• [What you will do] Report each line of the data that contains the string "Hair".

Given data section start

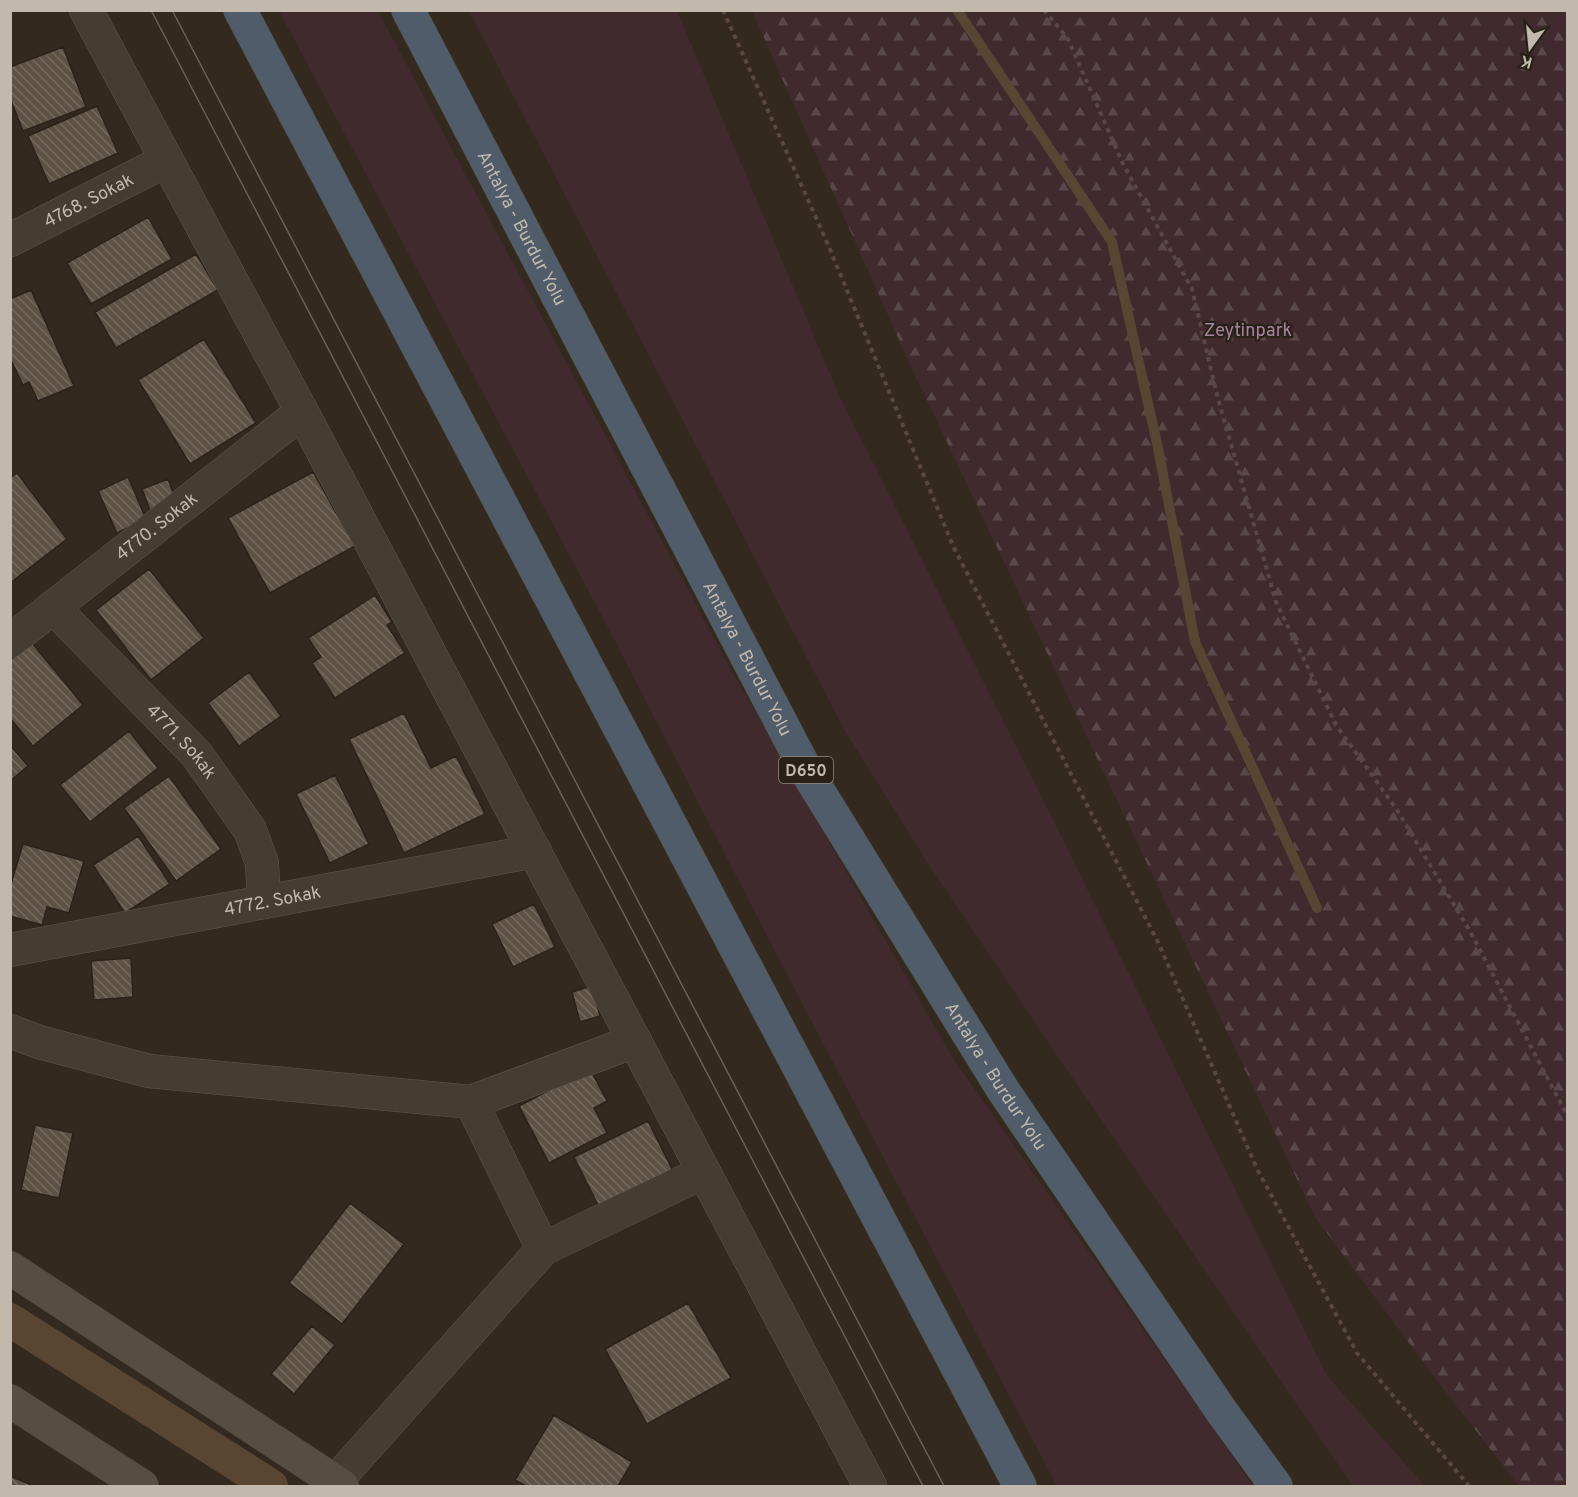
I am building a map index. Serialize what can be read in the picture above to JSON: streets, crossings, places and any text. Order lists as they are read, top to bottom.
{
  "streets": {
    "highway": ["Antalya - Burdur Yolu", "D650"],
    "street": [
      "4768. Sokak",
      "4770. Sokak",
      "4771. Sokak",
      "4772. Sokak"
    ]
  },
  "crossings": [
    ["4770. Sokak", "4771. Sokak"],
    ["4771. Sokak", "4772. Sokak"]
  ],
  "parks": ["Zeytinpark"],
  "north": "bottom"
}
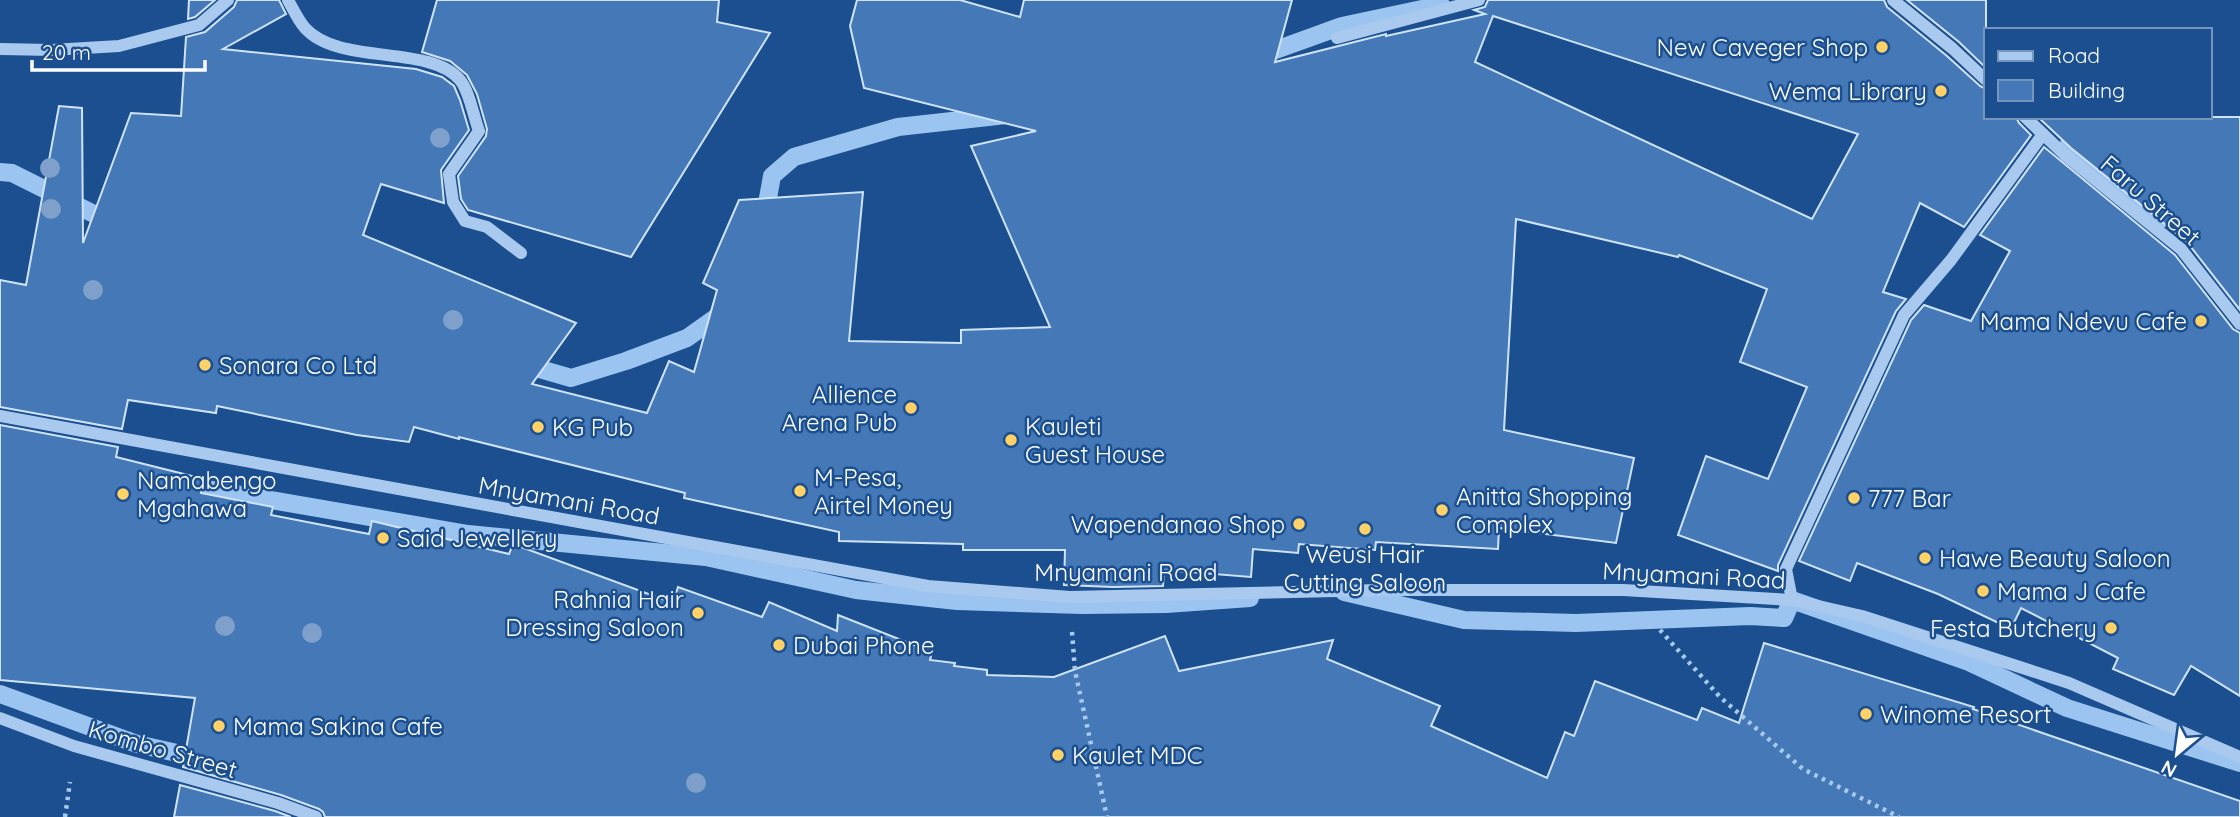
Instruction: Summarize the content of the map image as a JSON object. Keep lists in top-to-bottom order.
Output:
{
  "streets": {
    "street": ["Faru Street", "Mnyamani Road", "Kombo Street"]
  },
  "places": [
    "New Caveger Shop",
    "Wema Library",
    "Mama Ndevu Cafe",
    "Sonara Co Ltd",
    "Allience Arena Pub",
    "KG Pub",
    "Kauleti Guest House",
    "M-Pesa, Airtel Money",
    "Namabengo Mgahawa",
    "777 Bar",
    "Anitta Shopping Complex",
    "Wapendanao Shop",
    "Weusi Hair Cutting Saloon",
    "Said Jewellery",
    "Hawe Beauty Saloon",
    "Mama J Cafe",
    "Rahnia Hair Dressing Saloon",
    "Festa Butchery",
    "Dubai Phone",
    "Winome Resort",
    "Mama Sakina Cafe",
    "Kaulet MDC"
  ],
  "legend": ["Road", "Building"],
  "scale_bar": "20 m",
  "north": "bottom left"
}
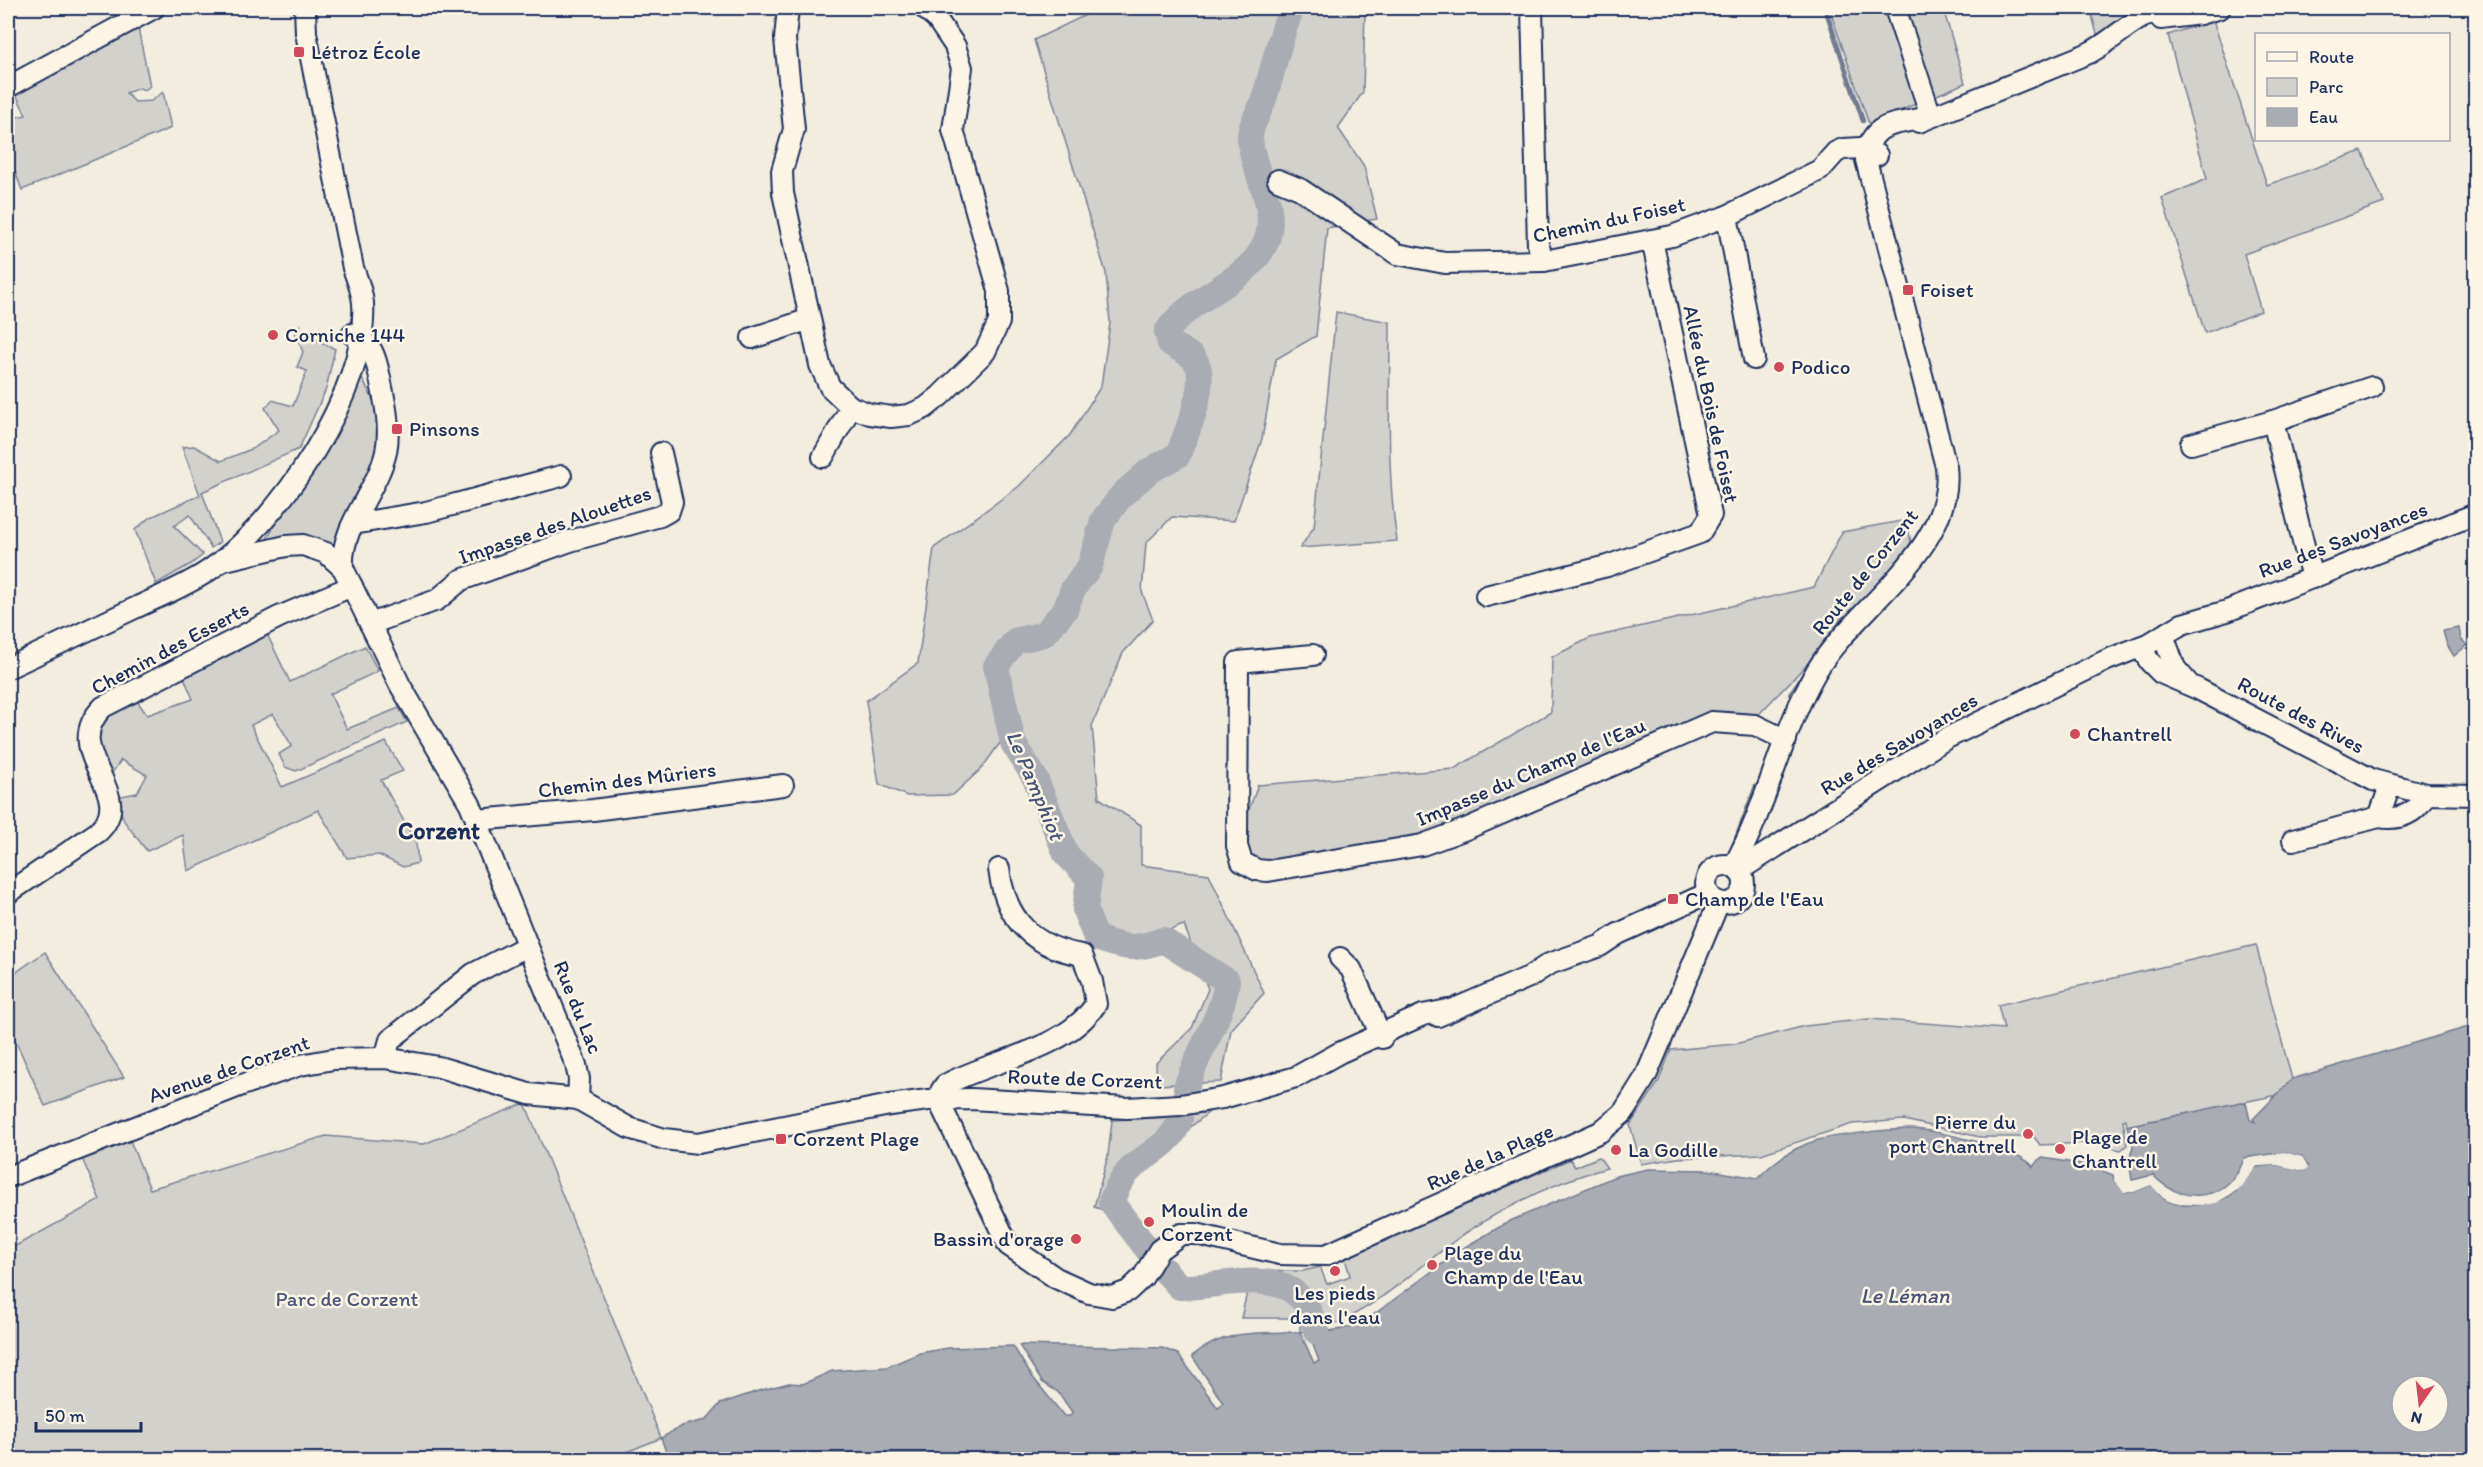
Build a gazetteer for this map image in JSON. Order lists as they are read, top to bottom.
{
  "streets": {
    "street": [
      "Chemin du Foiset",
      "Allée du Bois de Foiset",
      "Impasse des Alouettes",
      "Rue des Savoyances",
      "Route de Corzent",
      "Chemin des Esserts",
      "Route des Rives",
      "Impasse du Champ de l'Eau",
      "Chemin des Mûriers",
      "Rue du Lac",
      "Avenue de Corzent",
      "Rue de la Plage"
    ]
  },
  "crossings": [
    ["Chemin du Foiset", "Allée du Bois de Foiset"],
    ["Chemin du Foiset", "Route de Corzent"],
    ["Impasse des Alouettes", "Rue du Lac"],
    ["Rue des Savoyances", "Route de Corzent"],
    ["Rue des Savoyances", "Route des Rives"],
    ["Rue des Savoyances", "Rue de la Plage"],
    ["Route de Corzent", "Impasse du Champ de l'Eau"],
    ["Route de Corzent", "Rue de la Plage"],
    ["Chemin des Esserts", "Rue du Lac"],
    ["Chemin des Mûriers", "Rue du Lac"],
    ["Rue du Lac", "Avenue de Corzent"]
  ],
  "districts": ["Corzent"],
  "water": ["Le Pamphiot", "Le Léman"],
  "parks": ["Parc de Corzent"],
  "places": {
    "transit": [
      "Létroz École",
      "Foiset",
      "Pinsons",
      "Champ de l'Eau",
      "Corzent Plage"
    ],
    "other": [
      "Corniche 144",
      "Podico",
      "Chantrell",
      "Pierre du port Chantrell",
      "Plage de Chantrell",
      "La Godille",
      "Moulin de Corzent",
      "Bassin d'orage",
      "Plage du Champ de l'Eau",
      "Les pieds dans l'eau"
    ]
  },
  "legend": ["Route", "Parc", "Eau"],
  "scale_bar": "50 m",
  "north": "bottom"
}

Given data section end

• [Result of the task]
    "Weusi Hair Cutting Saloon",
    "Rahnia Hair Dressing Saloon",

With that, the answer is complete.